About this exercise
Would you please return the lines of the entries below starting at the line that has "M244,218L314,199L324,194L356,185" and ending at the line that has "M53,291C61,310 68,314 87,321", both included, exactly as they are?

Stored items
::::::::::

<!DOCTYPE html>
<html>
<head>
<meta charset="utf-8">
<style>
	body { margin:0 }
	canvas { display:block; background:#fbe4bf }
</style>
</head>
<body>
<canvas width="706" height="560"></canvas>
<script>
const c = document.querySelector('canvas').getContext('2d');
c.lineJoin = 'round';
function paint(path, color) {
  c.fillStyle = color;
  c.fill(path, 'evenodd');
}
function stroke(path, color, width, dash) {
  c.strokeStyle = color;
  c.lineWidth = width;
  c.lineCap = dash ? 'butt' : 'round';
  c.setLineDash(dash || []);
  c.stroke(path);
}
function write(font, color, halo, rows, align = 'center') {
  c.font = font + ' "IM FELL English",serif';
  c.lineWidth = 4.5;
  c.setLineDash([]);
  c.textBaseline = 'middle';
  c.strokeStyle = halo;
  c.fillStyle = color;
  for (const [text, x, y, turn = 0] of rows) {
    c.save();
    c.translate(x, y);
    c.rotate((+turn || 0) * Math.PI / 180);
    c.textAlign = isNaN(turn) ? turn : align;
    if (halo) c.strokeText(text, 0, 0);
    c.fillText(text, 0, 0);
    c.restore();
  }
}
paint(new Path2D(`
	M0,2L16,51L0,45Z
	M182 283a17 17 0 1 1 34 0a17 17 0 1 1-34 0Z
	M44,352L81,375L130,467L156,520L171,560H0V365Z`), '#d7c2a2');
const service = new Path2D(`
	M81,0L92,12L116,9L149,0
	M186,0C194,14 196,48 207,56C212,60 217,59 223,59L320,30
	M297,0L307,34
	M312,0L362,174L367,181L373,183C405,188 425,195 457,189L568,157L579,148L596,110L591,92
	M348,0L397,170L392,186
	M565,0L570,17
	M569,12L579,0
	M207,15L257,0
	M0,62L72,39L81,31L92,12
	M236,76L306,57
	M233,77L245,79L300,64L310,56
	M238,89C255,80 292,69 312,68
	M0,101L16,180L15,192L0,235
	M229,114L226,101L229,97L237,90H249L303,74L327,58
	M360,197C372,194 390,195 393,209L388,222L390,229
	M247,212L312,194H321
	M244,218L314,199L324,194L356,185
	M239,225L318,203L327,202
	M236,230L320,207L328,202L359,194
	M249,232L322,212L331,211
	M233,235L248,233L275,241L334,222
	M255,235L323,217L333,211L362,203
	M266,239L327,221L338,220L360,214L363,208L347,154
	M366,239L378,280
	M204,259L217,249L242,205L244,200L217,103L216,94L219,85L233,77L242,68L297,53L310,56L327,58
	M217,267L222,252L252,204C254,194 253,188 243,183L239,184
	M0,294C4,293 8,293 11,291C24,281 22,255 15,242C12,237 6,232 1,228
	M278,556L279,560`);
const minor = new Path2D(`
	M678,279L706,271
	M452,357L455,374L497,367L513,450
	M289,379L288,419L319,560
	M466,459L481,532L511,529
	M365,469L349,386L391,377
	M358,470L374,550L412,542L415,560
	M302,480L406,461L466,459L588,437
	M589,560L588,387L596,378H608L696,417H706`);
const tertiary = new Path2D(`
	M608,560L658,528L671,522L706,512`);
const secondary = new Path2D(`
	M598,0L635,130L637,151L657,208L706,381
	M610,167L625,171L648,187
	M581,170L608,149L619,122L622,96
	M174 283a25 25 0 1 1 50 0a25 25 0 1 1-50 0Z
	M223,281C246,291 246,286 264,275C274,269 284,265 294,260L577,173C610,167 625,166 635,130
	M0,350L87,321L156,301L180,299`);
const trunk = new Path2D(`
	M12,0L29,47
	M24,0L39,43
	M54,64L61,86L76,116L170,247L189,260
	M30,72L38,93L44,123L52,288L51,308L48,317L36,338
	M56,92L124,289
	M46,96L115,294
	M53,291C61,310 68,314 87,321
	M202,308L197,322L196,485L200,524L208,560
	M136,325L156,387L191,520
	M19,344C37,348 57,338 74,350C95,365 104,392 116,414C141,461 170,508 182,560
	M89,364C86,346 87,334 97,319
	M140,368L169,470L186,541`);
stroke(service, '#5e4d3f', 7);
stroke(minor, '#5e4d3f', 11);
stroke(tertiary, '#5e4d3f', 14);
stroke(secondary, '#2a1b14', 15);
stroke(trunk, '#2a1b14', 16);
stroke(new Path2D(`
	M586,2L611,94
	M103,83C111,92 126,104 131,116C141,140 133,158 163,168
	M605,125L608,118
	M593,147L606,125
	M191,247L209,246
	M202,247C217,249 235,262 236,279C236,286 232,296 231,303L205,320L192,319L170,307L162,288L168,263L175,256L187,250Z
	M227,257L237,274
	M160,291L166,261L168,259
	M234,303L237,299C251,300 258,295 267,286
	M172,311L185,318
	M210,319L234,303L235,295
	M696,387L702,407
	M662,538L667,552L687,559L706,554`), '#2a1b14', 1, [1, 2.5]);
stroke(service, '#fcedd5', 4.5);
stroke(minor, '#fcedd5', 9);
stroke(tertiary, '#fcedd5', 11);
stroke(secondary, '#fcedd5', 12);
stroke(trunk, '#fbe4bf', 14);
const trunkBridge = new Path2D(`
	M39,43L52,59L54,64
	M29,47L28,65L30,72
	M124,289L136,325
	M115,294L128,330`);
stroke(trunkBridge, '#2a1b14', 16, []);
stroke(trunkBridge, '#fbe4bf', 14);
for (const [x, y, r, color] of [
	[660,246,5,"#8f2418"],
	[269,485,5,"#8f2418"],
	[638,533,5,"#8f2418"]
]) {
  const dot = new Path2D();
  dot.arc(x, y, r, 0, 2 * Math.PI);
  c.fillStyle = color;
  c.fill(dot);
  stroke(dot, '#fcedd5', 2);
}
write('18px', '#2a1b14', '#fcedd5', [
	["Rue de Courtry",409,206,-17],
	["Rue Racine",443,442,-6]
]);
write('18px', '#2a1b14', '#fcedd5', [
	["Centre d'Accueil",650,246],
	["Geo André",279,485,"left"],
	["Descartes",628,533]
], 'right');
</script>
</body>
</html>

::::::::::

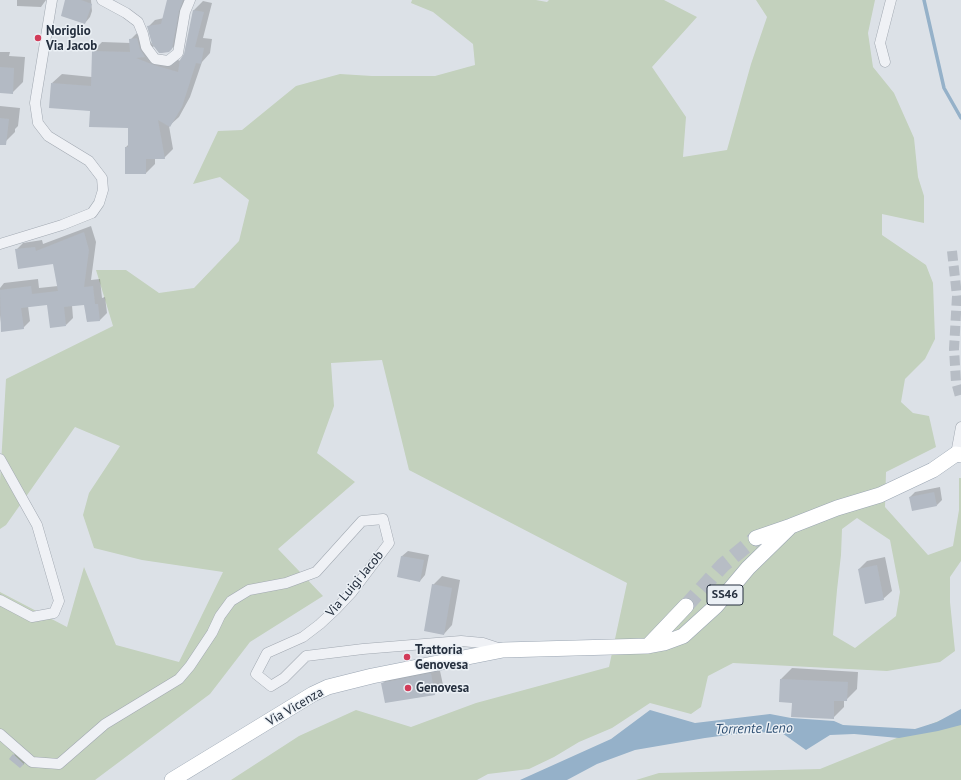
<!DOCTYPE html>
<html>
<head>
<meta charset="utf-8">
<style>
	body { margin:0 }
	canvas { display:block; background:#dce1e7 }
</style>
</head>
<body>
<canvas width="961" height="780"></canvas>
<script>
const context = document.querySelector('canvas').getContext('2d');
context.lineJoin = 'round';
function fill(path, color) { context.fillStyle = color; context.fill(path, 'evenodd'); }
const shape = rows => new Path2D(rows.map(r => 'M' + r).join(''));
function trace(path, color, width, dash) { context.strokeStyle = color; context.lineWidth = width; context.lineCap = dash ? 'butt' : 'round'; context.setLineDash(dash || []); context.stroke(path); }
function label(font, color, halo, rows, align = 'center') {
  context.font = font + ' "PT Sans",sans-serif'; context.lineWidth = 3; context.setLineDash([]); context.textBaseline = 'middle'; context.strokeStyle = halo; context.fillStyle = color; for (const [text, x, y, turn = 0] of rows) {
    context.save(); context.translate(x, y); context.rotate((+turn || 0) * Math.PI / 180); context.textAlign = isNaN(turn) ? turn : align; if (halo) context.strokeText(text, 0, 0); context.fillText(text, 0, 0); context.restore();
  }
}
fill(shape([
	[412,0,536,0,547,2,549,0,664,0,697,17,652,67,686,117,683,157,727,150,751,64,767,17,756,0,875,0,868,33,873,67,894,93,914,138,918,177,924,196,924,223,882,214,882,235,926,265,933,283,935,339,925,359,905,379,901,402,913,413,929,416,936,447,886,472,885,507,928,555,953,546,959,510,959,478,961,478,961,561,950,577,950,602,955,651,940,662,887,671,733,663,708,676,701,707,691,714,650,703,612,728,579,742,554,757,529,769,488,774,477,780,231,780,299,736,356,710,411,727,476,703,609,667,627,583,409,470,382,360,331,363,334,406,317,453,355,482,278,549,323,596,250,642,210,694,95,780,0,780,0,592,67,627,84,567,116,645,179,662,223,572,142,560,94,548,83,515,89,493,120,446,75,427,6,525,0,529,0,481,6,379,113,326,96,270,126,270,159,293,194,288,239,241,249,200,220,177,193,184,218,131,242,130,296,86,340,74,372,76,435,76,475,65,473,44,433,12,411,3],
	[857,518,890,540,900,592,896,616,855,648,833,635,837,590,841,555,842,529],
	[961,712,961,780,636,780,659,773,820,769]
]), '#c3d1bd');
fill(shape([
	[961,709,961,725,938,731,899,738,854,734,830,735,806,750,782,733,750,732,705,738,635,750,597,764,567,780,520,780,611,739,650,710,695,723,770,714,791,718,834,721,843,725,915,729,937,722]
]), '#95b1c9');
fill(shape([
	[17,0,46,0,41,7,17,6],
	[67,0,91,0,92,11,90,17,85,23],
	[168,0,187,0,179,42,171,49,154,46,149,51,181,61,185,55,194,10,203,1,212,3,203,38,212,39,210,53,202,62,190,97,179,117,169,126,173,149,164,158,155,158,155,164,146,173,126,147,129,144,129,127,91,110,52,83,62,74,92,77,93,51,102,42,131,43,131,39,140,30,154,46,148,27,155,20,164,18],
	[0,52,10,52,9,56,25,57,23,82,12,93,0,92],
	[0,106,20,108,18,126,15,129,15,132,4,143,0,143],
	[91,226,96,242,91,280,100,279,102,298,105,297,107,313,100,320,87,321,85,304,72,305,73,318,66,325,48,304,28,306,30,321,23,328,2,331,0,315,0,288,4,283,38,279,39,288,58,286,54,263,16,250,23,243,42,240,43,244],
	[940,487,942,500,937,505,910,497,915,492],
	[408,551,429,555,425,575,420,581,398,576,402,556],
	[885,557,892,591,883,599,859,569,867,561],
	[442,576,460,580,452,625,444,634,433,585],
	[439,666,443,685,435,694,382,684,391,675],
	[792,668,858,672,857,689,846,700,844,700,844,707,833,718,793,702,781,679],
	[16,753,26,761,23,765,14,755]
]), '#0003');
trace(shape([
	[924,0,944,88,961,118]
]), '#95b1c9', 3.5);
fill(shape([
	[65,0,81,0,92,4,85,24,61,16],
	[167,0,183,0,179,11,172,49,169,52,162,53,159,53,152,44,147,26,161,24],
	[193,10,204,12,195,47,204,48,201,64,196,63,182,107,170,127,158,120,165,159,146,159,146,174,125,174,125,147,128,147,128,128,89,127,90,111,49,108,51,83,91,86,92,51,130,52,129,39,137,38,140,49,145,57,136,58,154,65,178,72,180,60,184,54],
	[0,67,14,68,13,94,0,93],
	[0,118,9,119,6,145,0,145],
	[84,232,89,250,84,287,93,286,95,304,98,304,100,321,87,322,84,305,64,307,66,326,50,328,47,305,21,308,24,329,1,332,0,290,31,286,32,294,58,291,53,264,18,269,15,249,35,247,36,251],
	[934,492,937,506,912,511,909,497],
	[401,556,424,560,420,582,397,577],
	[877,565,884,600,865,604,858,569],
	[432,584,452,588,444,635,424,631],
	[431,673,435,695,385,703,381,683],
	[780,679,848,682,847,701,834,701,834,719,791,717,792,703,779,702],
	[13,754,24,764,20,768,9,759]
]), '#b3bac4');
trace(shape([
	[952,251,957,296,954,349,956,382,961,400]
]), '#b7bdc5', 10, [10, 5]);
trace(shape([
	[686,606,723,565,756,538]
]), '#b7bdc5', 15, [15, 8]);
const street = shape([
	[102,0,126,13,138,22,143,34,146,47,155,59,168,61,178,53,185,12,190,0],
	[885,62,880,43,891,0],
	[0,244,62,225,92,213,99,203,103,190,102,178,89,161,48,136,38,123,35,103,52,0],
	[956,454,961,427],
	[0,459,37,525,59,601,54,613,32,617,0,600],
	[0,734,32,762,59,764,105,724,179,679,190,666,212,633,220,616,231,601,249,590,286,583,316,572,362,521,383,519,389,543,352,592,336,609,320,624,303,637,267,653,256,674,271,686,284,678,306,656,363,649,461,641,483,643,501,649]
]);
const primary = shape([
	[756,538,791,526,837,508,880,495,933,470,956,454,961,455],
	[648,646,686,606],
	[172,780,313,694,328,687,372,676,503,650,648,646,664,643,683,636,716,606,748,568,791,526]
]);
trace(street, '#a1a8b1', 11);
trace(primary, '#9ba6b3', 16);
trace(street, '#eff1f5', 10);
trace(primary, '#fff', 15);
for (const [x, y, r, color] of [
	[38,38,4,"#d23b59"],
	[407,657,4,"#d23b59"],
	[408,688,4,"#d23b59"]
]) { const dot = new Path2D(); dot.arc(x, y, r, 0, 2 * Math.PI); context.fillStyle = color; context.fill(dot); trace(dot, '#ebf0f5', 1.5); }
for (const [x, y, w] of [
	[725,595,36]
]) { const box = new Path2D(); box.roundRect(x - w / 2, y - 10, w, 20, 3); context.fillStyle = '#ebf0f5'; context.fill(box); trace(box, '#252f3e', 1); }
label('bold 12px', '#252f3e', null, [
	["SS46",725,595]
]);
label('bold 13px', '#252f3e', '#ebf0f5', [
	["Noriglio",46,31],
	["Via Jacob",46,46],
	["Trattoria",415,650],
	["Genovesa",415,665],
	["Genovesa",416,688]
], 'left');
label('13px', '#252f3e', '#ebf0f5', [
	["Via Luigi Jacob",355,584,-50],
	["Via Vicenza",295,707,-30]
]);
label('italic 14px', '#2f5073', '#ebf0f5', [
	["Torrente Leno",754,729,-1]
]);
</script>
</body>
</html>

::::::::::

Solution for this task
	M244,218L314,199L324,194L356,185
	M239,225L318,203L327,202
	M236,230L320,207L328,202L359,194
	M249,232L322,212L331,211
	M233,235L248,233L275,241L334,222
	M255,235L323,217L333,211L362,203
	M266,239L327,221L338,220L360,214L363,208L347,154
	M366,239L378,280
	M204,259L217,249L242,205L244,200L217,103L216,94L219,85L233,77L242,68L297,53L310,56L327,58
	M217,267L222,252L252,204C254,194 253,188 243,183L239,184
	M0,294C4,293 8,293 11,291C24,281 22,255 15,242C12,237 6,232 1,228
	M278,556L279,560`);
const minor = new Path2D(`
	M678,279L706,271
	M452,357L455,374L497,367L513,450
	M289,379L288,419L319,560
	M466,459L481,532L511,529
	M365,469L349,386L391,377
	M358,470L374,550L412,542L415,560
	M302,480L406,461L466,459L588,437
	M589,560L588,387L596,378H608L696,417H706`);
const tertiary = new Path2D(`
	M608,560L658,528L671,522L706,512`);
const secondary = new Path2D(`
	M598,0L635,130L637,151L657,208L706,381
	M610,167L625,171L648,187
	M581,170L608,149L619,122L622,96
	M174 283a25 25 0 1 1 50 0a25 25 0 1 1-50 0Z
	M223,281C246,291 246,286 264,275C274,269 284,265 294,260L577,173C610,167 625,166 635,130
	M0,350L87,321L156,301L180,299`);
const trunk = new Path2D(`
	M12,0L29,47
	M24,0L39,43
	M54,64L61,86L76,116L170,247L189,260
	M30,72L38,93L44,123L52,288L51,308L48,317L36,338
	M56,92L124,289
	M46,96L115,294
	M53,291C61,310 68,314 87,321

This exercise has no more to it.